PATTERN Cited by 1 source
Selective mixed-precision quantization¶
Pattern¶
For quality-sensitive inference workloads where blanket low- precision casts (FP8, INT8) degrade task metrics unacceptably:
- Run a micro-benchmark per layer — quantise one layer at a time to the target low precision, hold the rest at base precision, measure task-metric delta.
- Emit a per-layer precision map — layers whose degradation falls below a cutoff → low precision; layers above the cutoff → base precision.
- Deploy the mixed-precision model post-training — no retraining required.
Captures the throughput benefit of low-precision hardware paths (Tensor Core FP8 is ~2× BF16 throughput) on the tolerant subset of the model, while protecting task quality on the sensitive subset (Source: sources/2026-03-31-meta-adaptive-ranking-model-bending-the-inference-scaling-curve).
Problem¶
Modern accelerators (Hopper, Blackwell, MI300) ship with dedicated low-precision paths — FP8 Tensor Cores offer ~2× BF16 throughput and halve memory footprint.

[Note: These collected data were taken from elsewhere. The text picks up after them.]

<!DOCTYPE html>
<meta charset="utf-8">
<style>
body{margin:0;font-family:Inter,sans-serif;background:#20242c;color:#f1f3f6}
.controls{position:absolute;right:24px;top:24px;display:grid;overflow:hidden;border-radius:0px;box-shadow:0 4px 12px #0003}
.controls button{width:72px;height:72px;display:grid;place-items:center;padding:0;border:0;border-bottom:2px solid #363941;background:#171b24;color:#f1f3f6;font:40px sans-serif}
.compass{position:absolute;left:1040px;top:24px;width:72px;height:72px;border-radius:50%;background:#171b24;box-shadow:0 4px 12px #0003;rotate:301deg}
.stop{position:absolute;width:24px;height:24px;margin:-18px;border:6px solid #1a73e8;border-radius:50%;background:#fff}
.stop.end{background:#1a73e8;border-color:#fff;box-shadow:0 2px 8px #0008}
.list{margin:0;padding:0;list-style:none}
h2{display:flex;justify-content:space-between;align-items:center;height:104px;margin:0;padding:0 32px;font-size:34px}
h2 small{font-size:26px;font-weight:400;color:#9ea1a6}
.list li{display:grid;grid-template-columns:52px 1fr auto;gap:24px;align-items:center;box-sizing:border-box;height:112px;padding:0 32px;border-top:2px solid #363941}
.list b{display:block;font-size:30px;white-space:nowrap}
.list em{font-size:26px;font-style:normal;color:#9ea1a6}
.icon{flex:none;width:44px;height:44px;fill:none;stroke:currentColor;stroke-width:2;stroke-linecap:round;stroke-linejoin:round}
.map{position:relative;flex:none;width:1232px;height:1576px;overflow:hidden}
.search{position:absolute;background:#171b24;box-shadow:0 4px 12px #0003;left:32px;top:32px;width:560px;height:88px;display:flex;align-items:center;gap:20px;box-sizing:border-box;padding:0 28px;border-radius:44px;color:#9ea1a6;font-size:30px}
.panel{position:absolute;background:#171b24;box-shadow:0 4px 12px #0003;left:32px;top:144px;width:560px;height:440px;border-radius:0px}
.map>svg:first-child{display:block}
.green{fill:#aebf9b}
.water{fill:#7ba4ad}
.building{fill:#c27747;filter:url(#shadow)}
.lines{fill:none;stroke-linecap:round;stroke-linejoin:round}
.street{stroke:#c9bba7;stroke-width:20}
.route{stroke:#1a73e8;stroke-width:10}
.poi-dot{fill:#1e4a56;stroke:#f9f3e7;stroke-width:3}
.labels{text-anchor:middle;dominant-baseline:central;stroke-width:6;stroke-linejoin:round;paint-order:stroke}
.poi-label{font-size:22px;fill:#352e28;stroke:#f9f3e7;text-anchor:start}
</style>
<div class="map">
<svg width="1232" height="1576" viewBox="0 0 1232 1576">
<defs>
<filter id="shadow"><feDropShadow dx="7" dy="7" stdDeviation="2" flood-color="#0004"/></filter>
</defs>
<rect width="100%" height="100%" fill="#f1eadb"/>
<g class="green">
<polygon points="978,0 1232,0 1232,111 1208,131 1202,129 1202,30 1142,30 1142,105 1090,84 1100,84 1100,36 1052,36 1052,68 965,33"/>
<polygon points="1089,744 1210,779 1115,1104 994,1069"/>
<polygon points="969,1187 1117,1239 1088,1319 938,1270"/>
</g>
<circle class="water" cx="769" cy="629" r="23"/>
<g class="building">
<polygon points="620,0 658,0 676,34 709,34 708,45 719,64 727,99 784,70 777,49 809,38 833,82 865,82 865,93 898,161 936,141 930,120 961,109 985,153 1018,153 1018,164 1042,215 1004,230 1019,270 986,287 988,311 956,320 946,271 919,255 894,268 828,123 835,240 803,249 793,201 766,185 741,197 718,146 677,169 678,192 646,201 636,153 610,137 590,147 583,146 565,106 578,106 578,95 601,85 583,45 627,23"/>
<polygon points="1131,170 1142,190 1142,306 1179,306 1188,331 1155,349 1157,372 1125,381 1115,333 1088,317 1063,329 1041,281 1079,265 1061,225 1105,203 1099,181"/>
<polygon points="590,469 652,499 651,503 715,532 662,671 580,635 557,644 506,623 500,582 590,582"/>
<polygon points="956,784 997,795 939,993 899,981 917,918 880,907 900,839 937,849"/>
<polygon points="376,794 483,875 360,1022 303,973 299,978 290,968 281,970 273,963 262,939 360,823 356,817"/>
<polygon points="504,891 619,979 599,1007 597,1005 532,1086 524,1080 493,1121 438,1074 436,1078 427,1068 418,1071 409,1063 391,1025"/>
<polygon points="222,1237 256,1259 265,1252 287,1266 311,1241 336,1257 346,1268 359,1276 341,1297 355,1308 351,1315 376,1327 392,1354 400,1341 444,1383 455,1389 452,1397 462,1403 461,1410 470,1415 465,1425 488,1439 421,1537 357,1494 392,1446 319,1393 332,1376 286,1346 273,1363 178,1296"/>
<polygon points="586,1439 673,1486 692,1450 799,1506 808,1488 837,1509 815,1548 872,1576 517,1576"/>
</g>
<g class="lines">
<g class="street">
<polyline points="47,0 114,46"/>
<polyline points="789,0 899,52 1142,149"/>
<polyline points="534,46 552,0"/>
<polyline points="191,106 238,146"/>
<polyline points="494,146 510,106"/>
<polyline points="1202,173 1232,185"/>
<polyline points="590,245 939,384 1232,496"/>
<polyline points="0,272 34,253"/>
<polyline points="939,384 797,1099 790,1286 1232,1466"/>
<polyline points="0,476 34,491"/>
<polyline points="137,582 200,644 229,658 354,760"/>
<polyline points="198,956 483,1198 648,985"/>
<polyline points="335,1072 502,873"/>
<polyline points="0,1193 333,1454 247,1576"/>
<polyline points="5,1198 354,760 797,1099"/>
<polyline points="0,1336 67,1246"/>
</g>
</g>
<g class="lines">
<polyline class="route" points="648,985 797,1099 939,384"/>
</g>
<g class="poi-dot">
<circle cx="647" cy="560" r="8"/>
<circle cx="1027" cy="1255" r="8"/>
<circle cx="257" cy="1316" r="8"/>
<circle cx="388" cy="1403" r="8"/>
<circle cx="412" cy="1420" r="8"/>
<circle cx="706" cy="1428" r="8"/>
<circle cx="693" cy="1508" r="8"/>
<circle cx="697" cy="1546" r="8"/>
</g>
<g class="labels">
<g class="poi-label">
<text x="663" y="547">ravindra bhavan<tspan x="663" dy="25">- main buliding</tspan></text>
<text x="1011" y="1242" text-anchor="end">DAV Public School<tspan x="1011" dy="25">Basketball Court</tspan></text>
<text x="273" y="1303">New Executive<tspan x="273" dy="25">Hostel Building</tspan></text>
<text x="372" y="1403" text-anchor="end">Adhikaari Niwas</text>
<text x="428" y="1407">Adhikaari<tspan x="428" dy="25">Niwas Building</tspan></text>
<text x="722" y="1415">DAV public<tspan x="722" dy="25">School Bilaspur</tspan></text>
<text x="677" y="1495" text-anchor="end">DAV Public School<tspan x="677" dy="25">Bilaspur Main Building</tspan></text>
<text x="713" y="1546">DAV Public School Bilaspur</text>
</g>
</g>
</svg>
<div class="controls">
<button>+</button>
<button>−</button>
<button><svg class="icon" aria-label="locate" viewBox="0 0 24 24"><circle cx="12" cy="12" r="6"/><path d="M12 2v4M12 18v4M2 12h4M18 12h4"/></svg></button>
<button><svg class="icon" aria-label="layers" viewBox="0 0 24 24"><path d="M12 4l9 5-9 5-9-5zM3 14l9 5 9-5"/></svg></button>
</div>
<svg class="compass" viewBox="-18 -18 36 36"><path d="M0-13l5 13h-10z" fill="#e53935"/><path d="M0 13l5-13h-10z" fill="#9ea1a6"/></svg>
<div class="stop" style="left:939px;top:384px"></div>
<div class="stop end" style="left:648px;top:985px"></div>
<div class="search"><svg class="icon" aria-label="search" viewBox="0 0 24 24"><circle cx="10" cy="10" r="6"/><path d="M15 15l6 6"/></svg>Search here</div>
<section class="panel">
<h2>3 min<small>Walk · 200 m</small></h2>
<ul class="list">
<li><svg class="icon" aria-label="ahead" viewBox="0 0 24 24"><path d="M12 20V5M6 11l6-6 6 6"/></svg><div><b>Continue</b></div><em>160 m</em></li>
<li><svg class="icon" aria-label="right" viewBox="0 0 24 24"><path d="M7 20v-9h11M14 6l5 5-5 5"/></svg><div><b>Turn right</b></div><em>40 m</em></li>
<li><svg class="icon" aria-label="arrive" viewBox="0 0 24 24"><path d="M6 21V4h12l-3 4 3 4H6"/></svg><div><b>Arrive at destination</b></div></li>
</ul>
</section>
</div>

Blanket casting a trained model to FP8 is the obvious throughput win. But for quality-sensitive domains — ranking, search, relevance, recommendation — blanket FP8 often produces unacceptable degradation:
"Large-scale models necessitate reduced precision to maintain high-throughput inference, yet a blanket application of low- precision quantization often degrades the nuance required for complex ads ranking."
Ranking models are particularly precision-sensitive because the ordering of scores is what matters, not just absolute value; small score-delta noise can flip critical ordering decisions.
The alternative — keeping everything at BF16 — gives up the throughput and memory wins entirely.
Solution¶
Quantise selectively, not uniformly:
Micro-benchmark-guided layer selection¶
For each candidate layer:
- Clone the trained model.
- Quantise that single layer to FP8.
- Measure task-metric delta (log-loss, NDCG, CTR, conversion lift, etc.) on a calibration set.
- If the delta is below a threshold, mark the layer as FP8- tolerant.
Meta's description: "Using a micro-benchmark guided selection mechanism, the system deploys FP8 only in layers with high precision-loss tolerance. This targeted approach unlocks the throughput benefits of modern heterogeneous hardware for our most complex models with negligible impact on recommendation quality."
Post-training deployment¶
Because the technique is post-training quantisation (PTQ) — no model retraining required — it's cheap to deploy and iterate. This is a tradeoff vs. quantisation-aware training (QAT), which would retrain with quantisation noise in the forward pass and often achieves better per-layer tolerance, but at the cost of full model retraining.
Forces¶
- Throughput is valuable (FP8 roughly doubles it on modern accelerators).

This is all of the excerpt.